I sighed. Did he have to remind me? “I know, I know, we have that dinner thing at our house.”
He smiled. “I cancelled it. We have a night at home, just us. And Ben & Misty brought us pizza, so dinner’s covered.”
Relief washed over me. Such a small thing, but this girl was worn thin and this one small thing made all the difference.
The next morning he brought me coffee in bed and made the kids breakfast himself.
~
When 1,000 women ages 21-54 were interviewed and asked what the top desirable traits were that women want in a man, I was surprised to see the #1 answer.

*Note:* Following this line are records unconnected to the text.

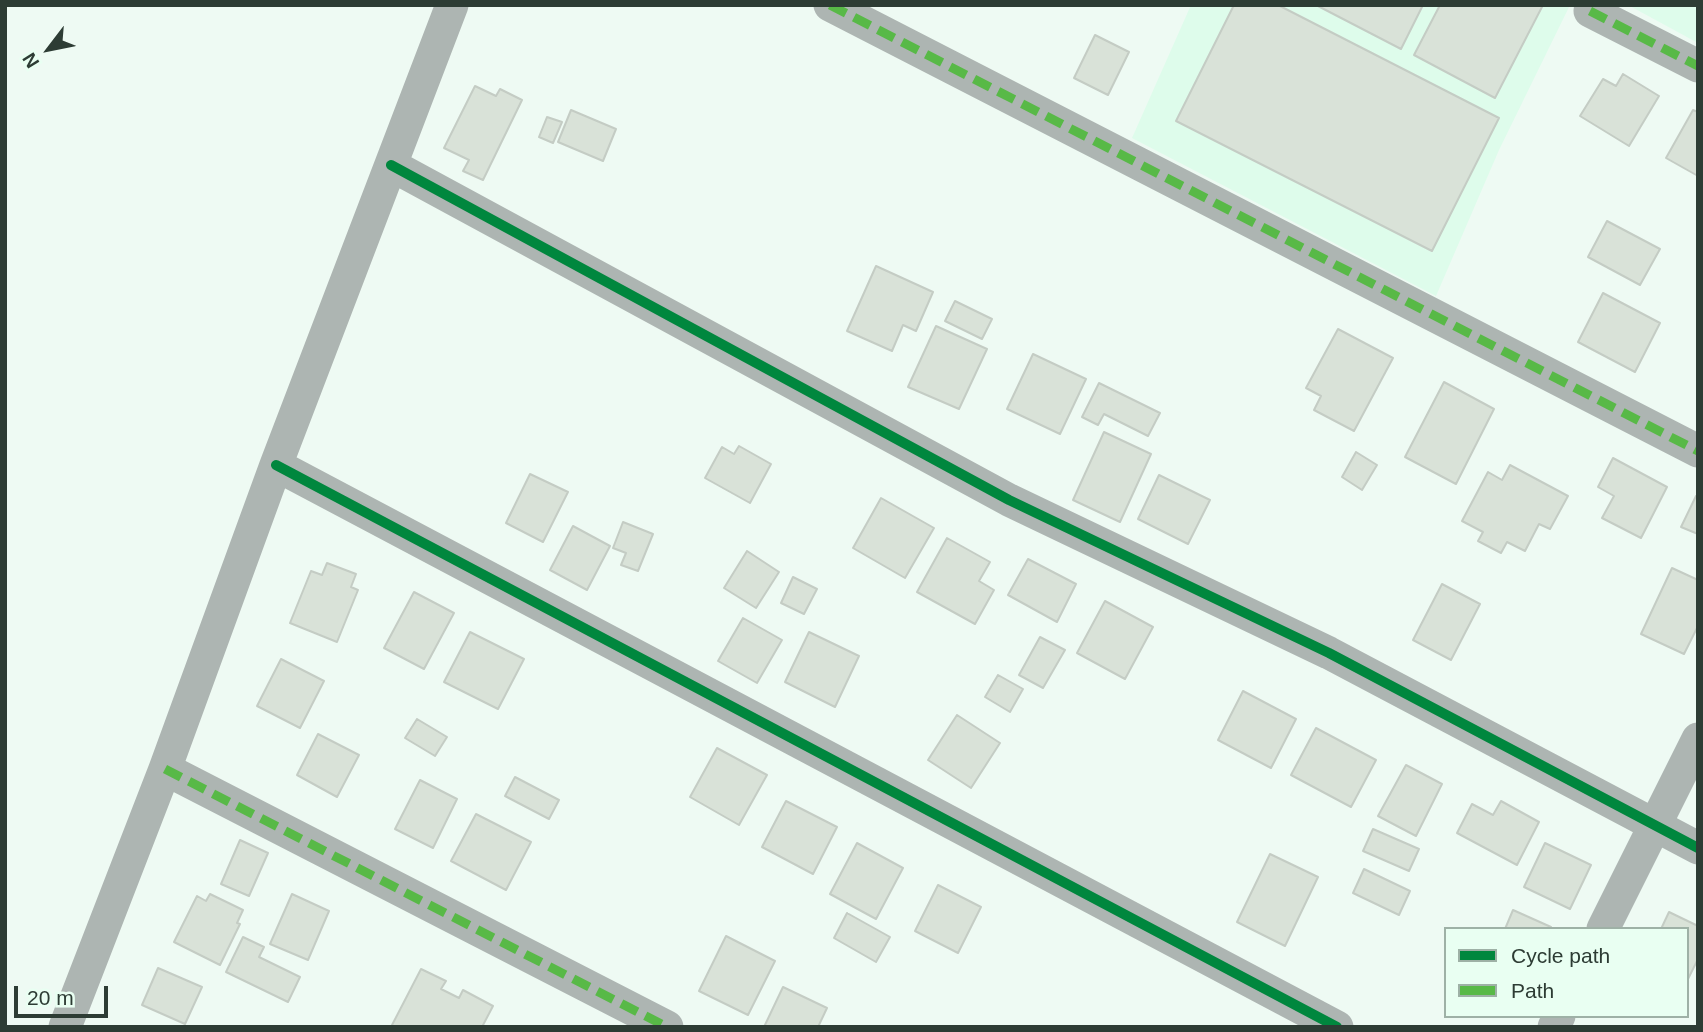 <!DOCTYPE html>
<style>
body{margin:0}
#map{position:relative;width:1703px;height:1032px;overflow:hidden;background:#eefaf3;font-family:Arial,sans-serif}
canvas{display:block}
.frame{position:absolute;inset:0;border:7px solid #2d3c34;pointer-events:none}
.legend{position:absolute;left:1444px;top:927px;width:245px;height:91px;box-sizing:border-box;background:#e9fff2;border:2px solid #9eb1a6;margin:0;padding:9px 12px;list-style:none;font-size:21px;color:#2d3c34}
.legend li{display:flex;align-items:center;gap:14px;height:35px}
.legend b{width:35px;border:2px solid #9eb1a6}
.north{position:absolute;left:14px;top:14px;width:70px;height:70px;-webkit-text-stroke:5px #e9fff2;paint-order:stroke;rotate:238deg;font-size:19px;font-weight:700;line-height:28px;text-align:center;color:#2d3c34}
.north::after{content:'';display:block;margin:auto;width:24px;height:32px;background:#2d3c34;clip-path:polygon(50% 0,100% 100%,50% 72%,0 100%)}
.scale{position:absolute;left:14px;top:986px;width:94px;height:32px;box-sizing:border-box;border:4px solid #2d3c34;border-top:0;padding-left:9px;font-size:21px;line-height:24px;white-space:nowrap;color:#2d3c34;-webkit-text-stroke:5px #e9fff2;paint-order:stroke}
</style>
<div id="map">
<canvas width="1703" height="1032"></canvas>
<div class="frame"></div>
<ul class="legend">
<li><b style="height:9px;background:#00873e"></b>Cycle path</li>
<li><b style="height:9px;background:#58b947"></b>Path</li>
</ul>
<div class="north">N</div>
<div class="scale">20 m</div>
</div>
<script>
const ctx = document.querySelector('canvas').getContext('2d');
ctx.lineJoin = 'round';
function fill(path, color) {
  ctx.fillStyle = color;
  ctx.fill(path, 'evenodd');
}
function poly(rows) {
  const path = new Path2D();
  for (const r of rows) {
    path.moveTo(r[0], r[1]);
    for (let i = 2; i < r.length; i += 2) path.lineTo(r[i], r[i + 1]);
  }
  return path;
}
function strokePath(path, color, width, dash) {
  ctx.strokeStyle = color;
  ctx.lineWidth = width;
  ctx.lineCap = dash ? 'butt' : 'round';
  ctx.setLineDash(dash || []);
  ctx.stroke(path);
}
const built = poly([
 [1191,5,1570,5,1499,150,1436,296,1132,138],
 [1628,5,1698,5,1698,43]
]);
const building = poly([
 [1234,5,1278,5,1499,118,1432,251,1176,121,1234,5],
 [1316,5,1423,5,1401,49,1316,5],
 [1440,5,1543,5,1495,98,1414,55,1440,5],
 [1095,35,1129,52,1108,95,1074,78,1095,35],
 [1623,74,1659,96,1629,146,1580,116,1603,79,1616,86,1623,74],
 [475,86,496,96,500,89,522,100,483,180,463,171,469,160,444,148,475,86],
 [571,110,616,129,603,161,558,142,571,110],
 [1693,110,1698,112,1698,176,1666,158,1693,110],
 [547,117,562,122,553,143,539,137,547,117],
 [1607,221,1660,249,1640,285,1588,257,1607,221],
 [876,266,933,292,916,331,903,325,892,351,847,331,876,266],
 [1603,293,1660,323,1635,372,1578,342,1603,293],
 [955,301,992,319,982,339,945,321,955,301],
 [936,326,987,349,959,409,908,387,936,326],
 [1338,329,1393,358,1354,431,1314,410,1321,396,1306,388,1338,329],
 [1033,354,1086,379,1060,434,1007,409,1033,354],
 [1444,382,1494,409,1456,484,1405,457,1444,382],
 [1099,383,1160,413,1148,436,1104,414,1098,425,1082,417,1099,383],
 [1104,432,1151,454,1120,522,1073,500,1104,432],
 [739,446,771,464,750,503,705,478,722,447,734,454,739,446],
 [1356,452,1377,465,1362,490,1342,477,1356,452],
 [1613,458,1667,487,1641,538,1602,518,1614,496,1598,487,1613,458],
 [1510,465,1568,496,1550,529,1539,524,1525,551,1507,542,1501,553,1478,541,1483,532,1462,521,1488,472,1502,480,1510,465],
 [530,474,568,492,543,542,506,523,530,474],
 [1159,475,1210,500,1188,544,1138,519,1159,475],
 [1696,496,1698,496,1698,534,1681,527,1696,496],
 [881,498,934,528,905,578,853,548,881,498],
 [623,522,653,534,638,571,621,565,626,553,613,548,623,522],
 [573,526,610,546,587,590,550,570,573,526],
 [947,538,990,562,979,581,994,590,975,624,917,592,947,538],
 [747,551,779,572,756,608,724,588,747,551],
 [1028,559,1076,584,1057,622,1008,595,1028,559],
 [327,563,356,574,351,587,358,590,337,642,290,623,311,571,322,575,327,563],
 [1672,568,1698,580,1698,626,1684,654,1641,634,1672,568],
 [793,577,817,589,804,614,781,603,793,577],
 [1442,584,1480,604,1451,660,1413,640,1442,584],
 [414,592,454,613,424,669,384,648,414,592],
 [1105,601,1153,627,1125,679,1077,653,1105,601],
 [743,618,782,640,757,683,718,661,743,618],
 [470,632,524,659,498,709,444,682,470,632],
 [809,632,859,656,835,707,785,682,809,632],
 [1040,637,1065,650,1043,688,1019,675,1040,637],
 [281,659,324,681,300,728,257,706,281,659],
 [998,675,1023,689,1010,712,985,697,998,675],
 [1243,691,1296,719,1271,768,1218,740,1243,691],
 [957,715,1000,743,971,788,928,760,957,715],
 [417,719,447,737,435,756,405,738,417,719],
 [1316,728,1376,760,1351,807,1291,775,1316,728],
 [318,734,359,755,337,797,297,775,318,734],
 [717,748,767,775,739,825,690,797,717,748],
 [1406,765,1442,784,1416,836,1378,816,1406,765],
 [515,777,559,800,549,819,505,796,515,777],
 [420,780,457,799,433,848,395,829,420,780],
 [786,801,837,827,813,874,762,847,786,801],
 [1501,801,1539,822,1517,865,1457,833,1472,804,1493,815,1501,801],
 [476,814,531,842,506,890,451,861,476,814],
 [1373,829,1419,849,1409,871,1363,851,1373,829],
 [240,840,268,853,249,896,221,884,240,840],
 [857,843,903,868,876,919,830,894,857,843],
 [1545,843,1591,865,1570,909,1524,887,1545,843],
 [1270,854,1318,877,1285,946,1237,922,1270,854],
 [1364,869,1410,891,1399,915,1353,893,1364,869],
 [938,885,981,907,958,953,915,931,938,885],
 [210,894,243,910,237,923,240,924,220,965,174,942,197,896,206,901,210,894],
 [292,894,329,911,308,960,270,944,292,894],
 [1513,910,1551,927,1550,929,1505,929,1513,910],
 [1669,912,1698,926,1698,959,1687,981,1687,929,1661,929,1669,912],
 [847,913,890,937,876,962,834,938,847,913],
 [726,936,775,961,748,1015,699,991,726,936],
 [243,937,264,947,259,957,300,977,288,1002,226,972,243,937],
 [158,968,202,987,185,1024,142,1005,158,968],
 [421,969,446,981,441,989,459,998,463,990,493,1006,482,1027,391,1027,421,969],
 [783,987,827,1008,818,1027,764,1027,783,987]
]);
const street = poly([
 [830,5,1698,451],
 [1590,11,1698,66],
 [391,165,1009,500,1329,653,1698,848],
 [276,465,1337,1027],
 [165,769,667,1027],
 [1603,929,1698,739],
 [65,1027,165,769,276,465,452,5],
 [1554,1027,1559,1016]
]);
const quiet = poly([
 [830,5,1698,451],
 [1590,11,1698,66],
 [165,769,667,1027]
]);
const cycleway = poly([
 [391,165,1009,500,1329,653,1698,848],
 [276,465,1337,1027]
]);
fill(built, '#defceb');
fill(building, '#d9e2d8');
strokePath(building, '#c4ccc4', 2);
strokePath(street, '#adb5b2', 33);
strokePath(quiet, '#58b947', 9, [18, 9]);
strokePath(cycleway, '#00873e', 10);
</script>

Above wealth, above looks, above sense of humor, the top quality was:
Faithfulness.
A faithful man, who can find?
Apparently that really is what we’re all looking for.
But sadly, it’s also the thing I most often overlook.
See, criticism comes easy for me. Too often I am fixated on what needs fixed. What he’s not. What I want. I remember in high school doing the same thing to my dad. I wanted my dad to be more “spiritual” (whatever that means), started getting all bent out of shape because he didn’t do Bible studies and what not. When the truth was I had the most faithful man I’d ever met staring me straight in the face and I was so distracted by religious fireworks I didn’t recognize it.
The truth is, I was spend so much time looking for something I don’t realize I already have it.
The truth is, some of our men are rough around the edges. Maybe they leave dirty clothes on the floor. Maybe they drink beer or (gasp!) smoke cigarettes. Maybe they cuss every once in awhile. Maybe they draft up batting line-ups during church (Yes, Dad I saw you do that when I was little. You’re totally busted). Maybe they’re messy or they don’t like to pray out loud.
But I know two faithful men when I see them, and I know we all have a choice:
Choose to look for and praise every glimpse of faithfulness we see in our men.
Whatever man God has put in your life–a husband, father, brother, son– choose to praise his faithfulness today. The gift of praise is better than any power tool, tie, grill, or 6-pack. Be generous and be specific. Make a list!
Who can find a faithful man? You can!
Find a faithful man, and thank him today.